For the BBC, it seems, to question leaving the EU is to be unpatriotic.

Faced with arguably their biggest political-cum-constitutional ­crisis in half a century, the press on either side of the pond has reacted very differently. Confronting a president who, unlike many predecessors, does not merely covertly dislike the press but rages against its supposed mendacity as a purveyor of “fake news”, the fourth estate in the US has had a pretty successful first 150-odd days of the Trump era. The Washington Post has recovered its Watergate mojo – the bloodhound tenacity that brought down Richard Nixon. The Post’s investigations into links between the Kremlin and Donald Trump’s associates and appointees have yielded the scalp of the former security adviser Michael Flynn and led to Attorney General Jeff Sessions recusing himself from all inquiries into Trump-Russia contacts. Few imagine the story will end there.

Meanwhile, the New York Times has cast off its image as “the grey lady” and come out in sharper colours. Commenting on the James Comey memo in an editorial, the Times raised the possibility that Trump was trying to “obstruct justice”, and called on Washington lawmakers to “uphold the constitution”. Trump’s denunciations of the Times as “failing” have acted as commercial “rocket fuel” for the paper, according to its CEO, Mark Thompson: it gained an “astonishing” 308,000 net digital news subscriptions in the first quarter of 2017.

US-based broadcast organisations such as CNN and ABC, once considered slick or bland, have reacted to Trump’s bullying in forthright style. Political satire is thriving, led by Saturday Night Live, with its devastating impersonations of the president by Alec Baldwin and of his press secretary Sean Spicer by the brilliant Melissa McCarthy.

British press reaction to Brexit – an epic constitutional, political and economic mess-up that probably includes a mind-bogglingly destructive self-ejection from a single market and customs union that took decades to construct, a move pushed through by a far-right faction of the Tory party – has been much more muted. The situation is complicated by the cheerleading for Brexit by most of the British tabloids and the Daily Telegraph. There are stirrings of resistance, but even after an election in which Theresa May spectacularly failed to secure a mandate for her hard Brexit, there is a sense, though the criticism of her has been intense, of the media pussy-footing around a government in disarray – not properly interrogating those who still seem to promise that, in relation to Europe, we can have our cake and eat it.

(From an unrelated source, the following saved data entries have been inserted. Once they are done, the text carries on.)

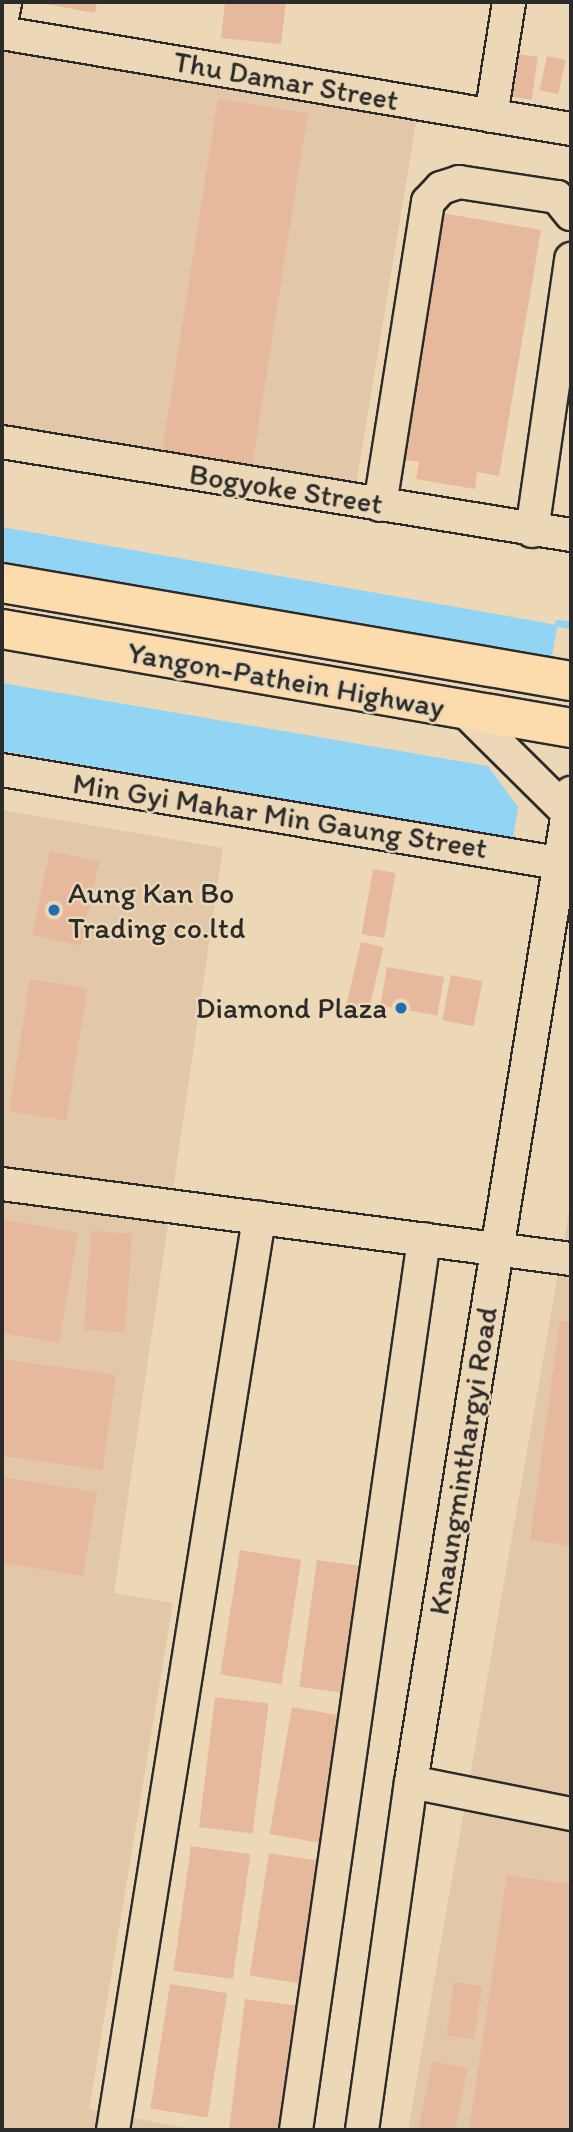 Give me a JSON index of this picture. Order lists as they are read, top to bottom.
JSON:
{
  "streets": {
    "main road": ["Yangon-Pathein Highway"],
    "street": [
      "Thu Damar Street",
      "Bogyoke Street",
      "Min Gyi Mahar Min Gaung Street",
      "Knaungminthargyi Road"
    ]
  },
  "crossings": [
    ["Min Gyi Mahar Min Gaung Street", "Knaungminthargyi Road"]
  ],
  "places": ["Aung Kan Bo Trading co.ltd", "Diamond Plaza"]
}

This is especially the case with the BBC, a state broadcaster that proudly proclaims its independence from the government of the day, protected by the famous “arm’s-length” principle. In the case of Brexit, the BBC invoked its concept of “balance” to give equal airtime and weight to Leavers and Remainers. Fair enough, you might say, but according to the economist Simon Wren-Lewis, it ignored a “near-unanimous view among economists that Brexit would hurt the UK economy in the longer term”.

A similar view of “balance” in the past led the BBC to equate views of ­non-scientific climate contrarians, often linked to the fossil-fuel lobby, with those of leading climate scientists. Many BBC Remainer insiders still feel incensed by what they regard as BBC betrayal over Brexit. Although the referendum of 23 June 2016 said nothing about leaving the single market or the customs union, the Today presenter Justin Webb, in a recent interview with Stuart Rose, put it like this: “Staying in the single market, staying in the customs union – [Leave voters would say] you might as well not be leaving. That fundamental position is a matter of democracy.” For the BBC, it seems, to question Brexit is somehow to be unpatriotic.

You might think that an independent, pro-democratic press would question the attempted use of the arcane and archaic “royal prerogative” to enable the ­bypassing of parliament when it came to triggering Article 50, signalling the UK’s departure from the EU. But when the campaigner Gina Miller’s challenge to the government was upheld by the high court, the three ruling judges were attacked on the front page of the Daily Mail as “enemies of the people”. Thomas Jefferson wrote that he would rather have “newspapers without a government” than “a government without newspapers”. It’s a fair guess he wasn’t thinking of newspapers that would brand the judiciary as “enemies of the people”.

It does seem significant that the United States has a written constitution, encapsulating the separation and balance of powers, and explicitly designed by the Founding Fathers to protect the young republic against tyranny. When James Madison drafted the First Amendment he was clear that freedom of the press should be guaranteed to a much higher degree in the republic than it had been in the colonising power, where for centuries, after all, British monarchs and prime ministers have had no qualms about censoring an unruly media.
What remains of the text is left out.